▸ **Task prompt**: Could you copy, exactly as written, every line from the first line of the records through the one containing "filter:drop-shadow(2px 0 #908678)"?

(Extracted data entries)
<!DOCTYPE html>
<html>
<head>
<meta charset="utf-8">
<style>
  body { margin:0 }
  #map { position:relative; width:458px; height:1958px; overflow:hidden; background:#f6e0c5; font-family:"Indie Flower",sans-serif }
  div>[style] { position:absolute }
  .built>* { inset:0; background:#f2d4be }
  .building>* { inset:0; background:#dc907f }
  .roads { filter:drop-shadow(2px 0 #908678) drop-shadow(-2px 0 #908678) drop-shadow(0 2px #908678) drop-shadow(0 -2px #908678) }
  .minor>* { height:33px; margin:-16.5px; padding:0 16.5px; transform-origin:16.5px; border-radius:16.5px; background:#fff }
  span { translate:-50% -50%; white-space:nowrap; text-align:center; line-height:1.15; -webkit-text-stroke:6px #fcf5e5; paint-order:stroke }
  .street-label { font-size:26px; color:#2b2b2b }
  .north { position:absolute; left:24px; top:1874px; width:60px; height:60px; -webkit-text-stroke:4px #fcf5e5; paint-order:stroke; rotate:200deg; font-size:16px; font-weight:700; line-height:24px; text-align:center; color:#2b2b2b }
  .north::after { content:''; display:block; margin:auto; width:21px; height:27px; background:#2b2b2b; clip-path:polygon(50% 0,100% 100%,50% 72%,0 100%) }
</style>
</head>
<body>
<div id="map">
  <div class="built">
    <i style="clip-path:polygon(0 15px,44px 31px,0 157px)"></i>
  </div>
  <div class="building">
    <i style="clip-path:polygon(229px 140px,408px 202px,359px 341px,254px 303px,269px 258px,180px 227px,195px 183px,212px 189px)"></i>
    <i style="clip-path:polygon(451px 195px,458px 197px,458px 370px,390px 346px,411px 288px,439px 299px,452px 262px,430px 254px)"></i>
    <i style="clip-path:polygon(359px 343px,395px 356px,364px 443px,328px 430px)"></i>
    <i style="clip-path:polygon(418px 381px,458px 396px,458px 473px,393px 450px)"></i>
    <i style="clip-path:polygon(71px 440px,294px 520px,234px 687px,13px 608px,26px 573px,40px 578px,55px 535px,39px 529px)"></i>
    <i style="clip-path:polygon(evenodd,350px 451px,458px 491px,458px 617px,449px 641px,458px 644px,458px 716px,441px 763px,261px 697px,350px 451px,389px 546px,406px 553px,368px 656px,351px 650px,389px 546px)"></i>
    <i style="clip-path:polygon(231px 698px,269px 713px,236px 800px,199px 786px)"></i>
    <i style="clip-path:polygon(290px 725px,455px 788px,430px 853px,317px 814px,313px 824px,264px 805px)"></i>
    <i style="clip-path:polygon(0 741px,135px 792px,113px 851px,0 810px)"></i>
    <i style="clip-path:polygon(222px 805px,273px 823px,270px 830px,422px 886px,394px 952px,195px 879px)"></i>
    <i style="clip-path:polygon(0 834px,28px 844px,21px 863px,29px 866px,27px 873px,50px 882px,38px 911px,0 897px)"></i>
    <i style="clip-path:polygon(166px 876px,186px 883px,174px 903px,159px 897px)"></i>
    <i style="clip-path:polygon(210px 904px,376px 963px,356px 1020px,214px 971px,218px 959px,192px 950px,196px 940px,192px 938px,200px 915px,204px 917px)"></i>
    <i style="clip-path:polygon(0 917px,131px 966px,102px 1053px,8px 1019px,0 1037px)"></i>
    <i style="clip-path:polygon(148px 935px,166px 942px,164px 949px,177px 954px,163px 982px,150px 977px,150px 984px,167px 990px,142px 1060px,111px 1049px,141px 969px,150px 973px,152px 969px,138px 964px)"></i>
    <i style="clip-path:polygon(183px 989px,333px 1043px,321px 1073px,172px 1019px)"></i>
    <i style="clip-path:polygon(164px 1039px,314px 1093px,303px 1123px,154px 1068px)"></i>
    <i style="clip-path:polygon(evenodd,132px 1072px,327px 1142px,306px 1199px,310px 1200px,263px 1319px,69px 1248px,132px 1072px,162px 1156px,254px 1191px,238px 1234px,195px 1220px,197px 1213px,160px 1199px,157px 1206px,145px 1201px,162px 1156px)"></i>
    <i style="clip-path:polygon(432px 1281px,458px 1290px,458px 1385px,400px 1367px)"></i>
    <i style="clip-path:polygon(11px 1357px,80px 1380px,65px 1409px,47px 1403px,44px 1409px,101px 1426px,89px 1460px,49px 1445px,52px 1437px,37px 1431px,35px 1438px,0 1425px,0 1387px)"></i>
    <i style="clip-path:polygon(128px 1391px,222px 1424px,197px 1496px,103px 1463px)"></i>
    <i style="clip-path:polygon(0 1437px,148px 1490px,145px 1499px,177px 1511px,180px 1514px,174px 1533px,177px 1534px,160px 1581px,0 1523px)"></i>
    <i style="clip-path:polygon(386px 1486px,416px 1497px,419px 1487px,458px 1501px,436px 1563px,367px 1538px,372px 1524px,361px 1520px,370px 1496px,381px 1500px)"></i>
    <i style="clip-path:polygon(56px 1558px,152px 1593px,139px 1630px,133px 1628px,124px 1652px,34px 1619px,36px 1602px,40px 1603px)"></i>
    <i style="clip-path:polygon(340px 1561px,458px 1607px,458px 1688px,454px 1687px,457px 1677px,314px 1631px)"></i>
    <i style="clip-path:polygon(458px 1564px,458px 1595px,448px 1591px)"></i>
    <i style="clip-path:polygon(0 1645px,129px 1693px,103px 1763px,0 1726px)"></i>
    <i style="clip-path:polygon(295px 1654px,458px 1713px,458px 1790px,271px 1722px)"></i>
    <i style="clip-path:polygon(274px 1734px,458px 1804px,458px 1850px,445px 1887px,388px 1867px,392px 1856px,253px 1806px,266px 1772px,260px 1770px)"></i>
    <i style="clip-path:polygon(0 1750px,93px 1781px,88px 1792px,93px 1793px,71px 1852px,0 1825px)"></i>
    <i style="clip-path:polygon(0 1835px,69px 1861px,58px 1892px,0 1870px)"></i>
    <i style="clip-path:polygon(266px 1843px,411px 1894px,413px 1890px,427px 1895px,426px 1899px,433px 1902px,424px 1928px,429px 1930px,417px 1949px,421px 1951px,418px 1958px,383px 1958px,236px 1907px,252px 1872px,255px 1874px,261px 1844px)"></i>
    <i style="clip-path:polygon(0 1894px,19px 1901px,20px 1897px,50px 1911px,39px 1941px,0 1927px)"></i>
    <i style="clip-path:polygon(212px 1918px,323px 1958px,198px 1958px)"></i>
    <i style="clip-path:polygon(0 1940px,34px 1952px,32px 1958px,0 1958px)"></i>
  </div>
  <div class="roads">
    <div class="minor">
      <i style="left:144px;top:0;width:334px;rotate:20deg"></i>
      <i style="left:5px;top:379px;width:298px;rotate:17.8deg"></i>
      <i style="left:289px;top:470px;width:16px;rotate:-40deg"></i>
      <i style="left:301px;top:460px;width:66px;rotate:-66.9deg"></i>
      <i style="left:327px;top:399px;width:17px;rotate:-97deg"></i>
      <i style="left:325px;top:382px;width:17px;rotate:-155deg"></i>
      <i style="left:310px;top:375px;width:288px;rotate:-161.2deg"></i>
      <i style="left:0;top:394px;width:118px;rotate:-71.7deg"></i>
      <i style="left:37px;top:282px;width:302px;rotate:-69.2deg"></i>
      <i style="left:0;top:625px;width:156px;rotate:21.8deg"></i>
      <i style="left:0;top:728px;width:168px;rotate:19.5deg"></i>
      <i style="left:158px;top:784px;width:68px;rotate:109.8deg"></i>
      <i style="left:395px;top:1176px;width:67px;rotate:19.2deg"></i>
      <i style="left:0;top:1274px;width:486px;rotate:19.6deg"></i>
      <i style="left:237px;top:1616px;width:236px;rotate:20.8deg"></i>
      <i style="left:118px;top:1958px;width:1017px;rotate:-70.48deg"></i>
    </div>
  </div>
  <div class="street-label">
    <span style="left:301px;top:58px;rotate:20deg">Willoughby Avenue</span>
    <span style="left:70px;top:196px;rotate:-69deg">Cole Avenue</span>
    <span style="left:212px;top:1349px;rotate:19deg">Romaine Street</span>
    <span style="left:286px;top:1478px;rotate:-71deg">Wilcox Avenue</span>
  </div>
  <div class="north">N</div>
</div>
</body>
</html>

▸ **Response to this task**:
<!DOCTYPE html>
<html>
<head>
<meta charset="utf-8">
<style>
  body { margin:0 }
  #map { position:relative; width:458px; height:1958px; overflow:hidden; background:#f6e0c5; font-family:"Indie Flower",sans-serif }
  div>[style] { position:absolute }
  .built>* { inset:0; background:#f2d4be }
  .building>* { inset:0; background:#dc907f }
  .roads { filter:drop-shadow(2px 0 #908678) drop-shadow(-2px 0 #908678) drop-shadow(0 2px #908678) drop-shadow(0 -2px #908678) }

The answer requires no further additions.